Senior Scientist and Scientific Data Division (SciData) Director, LBNL

Deb Agarwal is a Senior Scientist and the Director of the Scientific Data (SciData) Division at Lawrence Berkeley National Laboratory. Dr. Agarwal's research focuses on scientific tools which enable sharing of scientific experiments, advanced networking infrastructure to support sharing of scientific data, data analysis support infrastructure for eco-science, and cybersecurity infrastructure to secure collaborative environments. Dr. Agarwal is a Research Affiliate at the Berkeley Institute for Data Science and an Inria International Chair, where she co-leads the DALHIS (Data Analysis on Large-scale Heterogeneous Infrastructures for Science) Inria Associate team. Dr.

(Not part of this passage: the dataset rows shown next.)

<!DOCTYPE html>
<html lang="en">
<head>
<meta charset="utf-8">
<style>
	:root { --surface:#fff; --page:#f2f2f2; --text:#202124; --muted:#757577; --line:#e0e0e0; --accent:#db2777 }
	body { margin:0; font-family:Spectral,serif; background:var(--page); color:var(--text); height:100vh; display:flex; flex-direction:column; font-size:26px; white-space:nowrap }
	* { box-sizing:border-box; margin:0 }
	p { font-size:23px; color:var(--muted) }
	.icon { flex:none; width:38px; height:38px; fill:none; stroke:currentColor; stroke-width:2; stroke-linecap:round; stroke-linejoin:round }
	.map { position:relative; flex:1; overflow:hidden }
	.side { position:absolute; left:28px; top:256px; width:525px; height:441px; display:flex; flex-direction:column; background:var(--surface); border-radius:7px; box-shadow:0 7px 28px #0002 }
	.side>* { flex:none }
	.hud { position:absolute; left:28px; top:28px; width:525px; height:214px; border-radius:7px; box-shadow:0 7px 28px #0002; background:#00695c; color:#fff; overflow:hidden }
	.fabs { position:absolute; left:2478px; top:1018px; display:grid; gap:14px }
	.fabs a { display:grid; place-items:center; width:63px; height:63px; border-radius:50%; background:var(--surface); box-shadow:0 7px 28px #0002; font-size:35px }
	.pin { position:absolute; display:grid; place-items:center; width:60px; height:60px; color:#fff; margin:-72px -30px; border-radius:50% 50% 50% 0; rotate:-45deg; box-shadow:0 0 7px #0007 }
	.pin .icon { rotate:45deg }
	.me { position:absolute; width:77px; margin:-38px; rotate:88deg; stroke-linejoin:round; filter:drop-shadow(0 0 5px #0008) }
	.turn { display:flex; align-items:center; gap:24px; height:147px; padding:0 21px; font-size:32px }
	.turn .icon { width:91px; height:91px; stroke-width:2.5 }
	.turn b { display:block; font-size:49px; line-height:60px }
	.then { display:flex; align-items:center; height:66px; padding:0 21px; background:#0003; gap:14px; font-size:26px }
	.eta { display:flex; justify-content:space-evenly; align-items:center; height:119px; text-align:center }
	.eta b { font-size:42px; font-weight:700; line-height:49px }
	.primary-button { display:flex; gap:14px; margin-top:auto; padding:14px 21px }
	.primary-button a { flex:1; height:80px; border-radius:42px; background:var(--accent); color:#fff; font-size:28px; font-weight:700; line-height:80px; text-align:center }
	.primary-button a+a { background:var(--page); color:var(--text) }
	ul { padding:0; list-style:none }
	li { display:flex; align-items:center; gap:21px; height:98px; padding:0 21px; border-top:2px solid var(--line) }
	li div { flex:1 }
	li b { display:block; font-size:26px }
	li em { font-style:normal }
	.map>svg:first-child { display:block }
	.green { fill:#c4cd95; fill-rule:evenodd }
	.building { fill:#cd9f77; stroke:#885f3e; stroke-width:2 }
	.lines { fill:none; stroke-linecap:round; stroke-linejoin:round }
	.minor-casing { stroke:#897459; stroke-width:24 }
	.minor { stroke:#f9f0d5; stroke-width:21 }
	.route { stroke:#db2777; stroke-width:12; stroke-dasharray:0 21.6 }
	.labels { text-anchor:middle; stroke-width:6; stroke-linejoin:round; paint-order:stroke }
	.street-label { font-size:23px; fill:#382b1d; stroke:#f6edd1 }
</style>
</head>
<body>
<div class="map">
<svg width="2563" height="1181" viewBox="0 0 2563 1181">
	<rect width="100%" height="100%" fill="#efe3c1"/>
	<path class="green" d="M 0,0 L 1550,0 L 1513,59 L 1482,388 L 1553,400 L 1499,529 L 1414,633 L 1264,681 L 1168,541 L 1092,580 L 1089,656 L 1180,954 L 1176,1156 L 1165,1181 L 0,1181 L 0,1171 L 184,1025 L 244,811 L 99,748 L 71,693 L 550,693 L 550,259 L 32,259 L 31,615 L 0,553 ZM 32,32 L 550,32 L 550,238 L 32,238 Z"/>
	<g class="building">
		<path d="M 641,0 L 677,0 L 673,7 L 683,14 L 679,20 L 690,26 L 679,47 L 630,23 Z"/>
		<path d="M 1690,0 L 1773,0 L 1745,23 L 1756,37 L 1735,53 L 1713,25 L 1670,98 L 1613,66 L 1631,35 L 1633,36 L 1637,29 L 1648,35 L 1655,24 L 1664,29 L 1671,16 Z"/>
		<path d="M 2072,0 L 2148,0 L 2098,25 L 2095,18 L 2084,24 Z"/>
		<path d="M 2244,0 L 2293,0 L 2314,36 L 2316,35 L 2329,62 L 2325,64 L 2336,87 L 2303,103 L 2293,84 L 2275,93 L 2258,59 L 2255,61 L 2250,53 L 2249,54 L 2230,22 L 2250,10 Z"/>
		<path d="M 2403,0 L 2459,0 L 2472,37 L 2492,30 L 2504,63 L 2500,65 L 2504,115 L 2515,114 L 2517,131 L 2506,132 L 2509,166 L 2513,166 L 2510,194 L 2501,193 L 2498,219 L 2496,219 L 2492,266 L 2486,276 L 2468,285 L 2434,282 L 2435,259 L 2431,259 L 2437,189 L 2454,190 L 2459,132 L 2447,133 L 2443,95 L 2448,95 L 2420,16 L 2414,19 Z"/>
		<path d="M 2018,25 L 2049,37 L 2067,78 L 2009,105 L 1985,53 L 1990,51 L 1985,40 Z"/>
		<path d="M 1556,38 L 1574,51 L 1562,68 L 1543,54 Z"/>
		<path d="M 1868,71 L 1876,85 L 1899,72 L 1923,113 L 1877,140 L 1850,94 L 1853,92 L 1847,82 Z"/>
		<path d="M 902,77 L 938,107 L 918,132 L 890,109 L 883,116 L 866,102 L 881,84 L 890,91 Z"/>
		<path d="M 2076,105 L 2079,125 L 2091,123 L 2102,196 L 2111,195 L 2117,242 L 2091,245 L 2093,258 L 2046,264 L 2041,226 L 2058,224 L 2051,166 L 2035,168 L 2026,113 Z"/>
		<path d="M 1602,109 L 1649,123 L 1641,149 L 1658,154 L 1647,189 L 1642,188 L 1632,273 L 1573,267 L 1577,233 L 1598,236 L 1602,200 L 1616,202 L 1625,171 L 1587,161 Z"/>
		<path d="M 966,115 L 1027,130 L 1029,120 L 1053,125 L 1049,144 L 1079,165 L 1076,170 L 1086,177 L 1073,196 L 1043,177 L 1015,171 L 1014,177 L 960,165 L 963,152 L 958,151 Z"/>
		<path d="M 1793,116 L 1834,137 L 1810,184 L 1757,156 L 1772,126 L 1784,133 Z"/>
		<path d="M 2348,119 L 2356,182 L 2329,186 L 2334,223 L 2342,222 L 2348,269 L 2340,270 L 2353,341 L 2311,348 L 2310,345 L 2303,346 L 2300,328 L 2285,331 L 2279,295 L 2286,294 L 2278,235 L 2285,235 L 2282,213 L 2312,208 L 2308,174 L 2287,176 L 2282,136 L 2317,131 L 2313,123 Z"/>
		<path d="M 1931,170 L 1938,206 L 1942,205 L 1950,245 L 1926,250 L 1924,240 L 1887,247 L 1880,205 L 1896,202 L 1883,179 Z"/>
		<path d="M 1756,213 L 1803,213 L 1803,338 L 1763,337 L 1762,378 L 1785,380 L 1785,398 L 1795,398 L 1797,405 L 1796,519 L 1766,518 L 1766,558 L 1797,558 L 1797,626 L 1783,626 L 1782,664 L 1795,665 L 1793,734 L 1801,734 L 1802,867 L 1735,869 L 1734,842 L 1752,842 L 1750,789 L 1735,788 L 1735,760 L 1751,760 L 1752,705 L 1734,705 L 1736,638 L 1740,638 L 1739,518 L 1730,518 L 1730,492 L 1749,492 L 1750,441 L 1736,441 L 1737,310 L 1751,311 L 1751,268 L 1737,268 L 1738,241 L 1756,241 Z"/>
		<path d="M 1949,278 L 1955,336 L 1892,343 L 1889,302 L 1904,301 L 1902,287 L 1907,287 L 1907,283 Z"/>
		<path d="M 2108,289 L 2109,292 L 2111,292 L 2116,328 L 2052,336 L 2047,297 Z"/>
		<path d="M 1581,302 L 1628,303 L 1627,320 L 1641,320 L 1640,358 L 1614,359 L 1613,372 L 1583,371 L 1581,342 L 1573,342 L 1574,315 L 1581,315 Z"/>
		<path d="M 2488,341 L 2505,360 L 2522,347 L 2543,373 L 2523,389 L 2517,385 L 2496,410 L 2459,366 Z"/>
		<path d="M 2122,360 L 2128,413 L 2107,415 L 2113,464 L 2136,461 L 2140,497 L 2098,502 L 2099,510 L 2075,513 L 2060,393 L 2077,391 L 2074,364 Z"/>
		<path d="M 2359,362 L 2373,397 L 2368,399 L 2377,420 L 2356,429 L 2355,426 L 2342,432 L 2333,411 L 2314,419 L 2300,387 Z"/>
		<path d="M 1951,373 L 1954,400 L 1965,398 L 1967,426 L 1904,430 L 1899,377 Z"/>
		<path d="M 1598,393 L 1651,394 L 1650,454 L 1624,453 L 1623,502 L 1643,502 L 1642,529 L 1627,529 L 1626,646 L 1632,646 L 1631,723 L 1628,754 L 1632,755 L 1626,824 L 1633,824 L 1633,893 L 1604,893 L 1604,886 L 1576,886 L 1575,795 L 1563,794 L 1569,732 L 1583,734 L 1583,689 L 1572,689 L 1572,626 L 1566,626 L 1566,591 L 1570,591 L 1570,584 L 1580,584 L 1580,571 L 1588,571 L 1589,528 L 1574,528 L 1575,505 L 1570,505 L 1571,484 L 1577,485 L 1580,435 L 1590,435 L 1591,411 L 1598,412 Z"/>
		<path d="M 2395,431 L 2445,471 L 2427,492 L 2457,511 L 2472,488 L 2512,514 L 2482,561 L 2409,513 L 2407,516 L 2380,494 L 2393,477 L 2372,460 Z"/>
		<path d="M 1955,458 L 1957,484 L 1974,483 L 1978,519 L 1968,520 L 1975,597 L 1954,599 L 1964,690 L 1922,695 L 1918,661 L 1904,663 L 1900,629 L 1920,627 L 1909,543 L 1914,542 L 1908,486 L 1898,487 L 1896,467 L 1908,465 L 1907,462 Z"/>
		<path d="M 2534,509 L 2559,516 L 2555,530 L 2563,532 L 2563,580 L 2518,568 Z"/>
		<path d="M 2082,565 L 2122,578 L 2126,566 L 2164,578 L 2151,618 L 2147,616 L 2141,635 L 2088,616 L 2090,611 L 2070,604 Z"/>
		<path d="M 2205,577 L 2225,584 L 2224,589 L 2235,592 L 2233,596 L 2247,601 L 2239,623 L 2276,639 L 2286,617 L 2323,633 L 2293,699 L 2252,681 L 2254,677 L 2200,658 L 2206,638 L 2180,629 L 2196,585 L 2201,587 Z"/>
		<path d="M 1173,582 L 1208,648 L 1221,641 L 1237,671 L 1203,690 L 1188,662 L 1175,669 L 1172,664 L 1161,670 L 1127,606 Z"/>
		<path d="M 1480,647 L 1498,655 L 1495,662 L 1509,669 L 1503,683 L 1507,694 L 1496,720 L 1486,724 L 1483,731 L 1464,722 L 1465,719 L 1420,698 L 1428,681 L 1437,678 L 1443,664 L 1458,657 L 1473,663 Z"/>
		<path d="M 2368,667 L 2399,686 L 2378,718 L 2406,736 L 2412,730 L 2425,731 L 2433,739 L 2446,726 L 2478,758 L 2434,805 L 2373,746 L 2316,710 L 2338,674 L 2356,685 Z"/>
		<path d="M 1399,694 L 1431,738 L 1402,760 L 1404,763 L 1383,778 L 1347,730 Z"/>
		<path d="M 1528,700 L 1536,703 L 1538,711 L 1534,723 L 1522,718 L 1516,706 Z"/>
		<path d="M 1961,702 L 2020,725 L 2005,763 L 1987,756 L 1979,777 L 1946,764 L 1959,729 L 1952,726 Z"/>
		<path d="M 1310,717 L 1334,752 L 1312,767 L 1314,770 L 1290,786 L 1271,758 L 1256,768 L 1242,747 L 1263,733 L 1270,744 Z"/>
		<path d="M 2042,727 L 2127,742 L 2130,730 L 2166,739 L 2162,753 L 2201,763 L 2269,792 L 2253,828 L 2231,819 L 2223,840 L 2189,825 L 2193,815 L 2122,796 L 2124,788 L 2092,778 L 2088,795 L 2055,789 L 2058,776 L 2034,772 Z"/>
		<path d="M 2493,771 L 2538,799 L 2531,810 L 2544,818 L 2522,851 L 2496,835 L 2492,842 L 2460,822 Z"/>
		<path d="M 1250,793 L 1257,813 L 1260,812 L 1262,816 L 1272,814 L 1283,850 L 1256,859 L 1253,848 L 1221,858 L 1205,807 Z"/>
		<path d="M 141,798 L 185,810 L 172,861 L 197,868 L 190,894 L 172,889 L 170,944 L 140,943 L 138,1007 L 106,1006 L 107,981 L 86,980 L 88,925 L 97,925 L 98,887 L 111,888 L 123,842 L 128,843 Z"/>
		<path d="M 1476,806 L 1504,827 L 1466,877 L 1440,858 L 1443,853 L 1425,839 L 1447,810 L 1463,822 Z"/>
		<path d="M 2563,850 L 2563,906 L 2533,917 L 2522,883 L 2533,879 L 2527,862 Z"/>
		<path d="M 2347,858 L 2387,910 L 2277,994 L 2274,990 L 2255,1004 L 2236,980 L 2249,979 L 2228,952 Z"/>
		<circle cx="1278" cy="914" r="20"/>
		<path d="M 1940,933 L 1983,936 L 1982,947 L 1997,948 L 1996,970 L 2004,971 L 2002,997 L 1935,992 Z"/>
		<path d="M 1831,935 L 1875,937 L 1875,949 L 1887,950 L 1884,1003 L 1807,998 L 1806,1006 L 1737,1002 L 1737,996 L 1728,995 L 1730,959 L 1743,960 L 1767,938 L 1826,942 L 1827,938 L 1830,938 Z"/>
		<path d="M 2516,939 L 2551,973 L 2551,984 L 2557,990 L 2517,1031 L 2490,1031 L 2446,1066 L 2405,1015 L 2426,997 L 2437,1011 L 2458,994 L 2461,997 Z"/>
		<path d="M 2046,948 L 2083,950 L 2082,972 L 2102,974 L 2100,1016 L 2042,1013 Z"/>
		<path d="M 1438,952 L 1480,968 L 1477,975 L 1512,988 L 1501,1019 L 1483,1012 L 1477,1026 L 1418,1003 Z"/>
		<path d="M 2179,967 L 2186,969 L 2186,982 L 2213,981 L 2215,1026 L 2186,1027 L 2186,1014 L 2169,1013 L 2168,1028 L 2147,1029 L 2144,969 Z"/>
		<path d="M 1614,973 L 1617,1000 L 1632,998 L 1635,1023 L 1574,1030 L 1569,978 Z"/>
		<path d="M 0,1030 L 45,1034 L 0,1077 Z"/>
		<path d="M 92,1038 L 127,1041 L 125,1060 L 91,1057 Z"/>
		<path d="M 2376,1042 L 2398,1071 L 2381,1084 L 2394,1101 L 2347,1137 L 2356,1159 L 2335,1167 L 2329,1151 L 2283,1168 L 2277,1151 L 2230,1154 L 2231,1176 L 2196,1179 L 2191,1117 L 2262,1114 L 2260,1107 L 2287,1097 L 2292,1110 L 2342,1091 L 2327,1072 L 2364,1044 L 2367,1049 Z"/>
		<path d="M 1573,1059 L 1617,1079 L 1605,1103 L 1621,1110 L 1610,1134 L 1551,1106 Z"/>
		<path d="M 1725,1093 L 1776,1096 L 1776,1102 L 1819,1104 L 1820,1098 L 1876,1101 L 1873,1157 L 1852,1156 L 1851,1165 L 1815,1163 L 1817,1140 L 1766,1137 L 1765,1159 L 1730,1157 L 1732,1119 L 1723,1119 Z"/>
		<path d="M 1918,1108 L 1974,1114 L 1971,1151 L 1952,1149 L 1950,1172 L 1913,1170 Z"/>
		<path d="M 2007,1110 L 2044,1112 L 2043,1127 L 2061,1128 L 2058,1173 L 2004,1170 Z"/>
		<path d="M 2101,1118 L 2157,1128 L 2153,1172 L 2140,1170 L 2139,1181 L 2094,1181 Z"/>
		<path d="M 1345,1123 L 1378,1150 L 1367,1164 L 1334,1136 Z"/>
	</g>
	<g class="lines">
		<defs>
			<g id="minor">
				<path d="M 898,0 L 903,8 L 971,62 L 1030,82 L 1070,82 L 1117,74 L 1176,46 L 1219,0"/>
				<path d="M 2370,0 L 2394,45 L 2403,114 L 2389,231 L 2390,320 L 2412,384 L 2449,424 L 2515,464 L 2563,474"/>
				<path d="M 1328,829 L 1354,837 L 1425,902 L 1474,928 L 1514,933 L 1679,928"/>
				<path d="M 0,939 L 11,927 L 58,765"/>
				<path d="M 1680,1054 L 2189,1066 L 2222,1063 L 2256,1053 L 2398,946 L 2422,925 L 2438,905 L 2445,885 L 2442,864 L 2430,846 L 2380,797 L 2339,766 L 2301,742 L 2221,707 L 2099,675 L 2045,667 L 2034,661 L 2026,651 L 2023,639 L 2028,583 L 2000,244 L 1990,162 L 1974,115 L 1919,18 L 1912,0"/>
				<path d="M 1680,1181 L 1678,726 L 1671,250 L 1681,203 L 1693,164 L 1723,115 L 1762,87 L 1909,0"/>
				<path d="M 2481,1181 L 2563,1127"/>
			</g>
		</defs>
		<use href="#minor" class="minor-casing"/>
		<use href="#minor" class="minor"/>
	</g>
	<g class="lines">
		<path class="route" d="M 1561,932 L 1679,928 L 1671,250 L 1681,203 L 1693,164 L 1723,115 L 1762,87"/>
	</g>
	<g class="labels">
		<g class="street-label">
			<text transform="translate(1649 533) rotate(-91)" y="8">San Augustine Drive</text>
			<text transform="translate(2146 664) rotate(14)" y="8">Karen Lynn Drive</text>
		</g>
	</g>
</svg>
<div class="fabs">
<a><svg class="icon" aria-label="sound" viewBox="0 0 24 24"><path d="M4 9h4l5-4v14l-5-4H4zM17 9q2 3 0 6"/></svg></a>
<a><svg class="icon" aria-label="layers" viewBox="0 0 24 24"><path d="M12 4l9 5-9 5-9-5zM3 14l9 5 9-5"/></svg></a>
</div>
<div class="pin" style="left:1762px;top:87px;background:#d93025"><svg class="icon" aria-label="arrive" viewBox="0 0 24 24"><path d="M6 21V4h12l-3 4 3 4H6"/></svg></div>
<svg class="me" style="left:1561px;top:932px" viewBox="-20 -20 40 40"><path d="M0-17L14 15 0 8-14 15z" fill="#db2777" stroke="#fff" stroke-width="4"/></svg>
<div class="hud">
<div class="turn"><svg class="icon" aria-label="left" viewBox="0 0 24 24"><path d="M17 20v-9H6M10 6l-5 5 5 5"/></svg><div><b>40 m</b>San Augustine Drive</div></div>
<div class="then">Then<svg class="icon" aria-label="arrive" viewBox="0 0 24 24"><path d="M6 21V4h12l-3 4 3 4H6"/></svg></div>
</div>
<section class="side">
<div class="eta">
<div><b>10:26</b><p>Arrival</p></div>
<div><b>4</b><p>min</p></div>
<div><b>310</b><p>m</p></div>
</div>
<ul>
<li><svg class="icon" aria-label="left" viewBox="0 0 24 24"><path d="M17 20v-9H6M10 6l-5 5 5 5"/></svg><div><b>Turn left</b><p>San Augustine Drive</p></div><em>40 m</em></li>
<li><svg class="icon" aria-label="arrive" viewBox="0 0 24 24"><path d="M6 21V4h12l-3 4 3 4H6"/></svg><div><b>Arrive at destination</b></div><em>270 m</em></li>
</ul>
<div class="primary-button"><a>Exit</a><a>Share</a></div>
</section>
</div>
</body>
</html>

Agarwal also leads teams developing data server infrastructure to significantly enhance data browsing and analysis capabilities and enable eco-science synthesis at the watershed-scale to understand hydrologic and conservation questions and at the global-scale to understand carbon flux. Some of the projects Dr. Agarwal is working on include: Enviromental Systems Science Digital Infrastructure for a Virtual Ecosystem (ESS-DIVE), Watershed Function SFA, AmeriFlux Management Project, FLUXNET, NGEE Tropics, International Soil Carbon Network. Dr. Agarwal received her Ph.D. in electrical and computer engineering from University of California, Santa Barbara and a B.S. in Mechanical Engineering from Purdue University.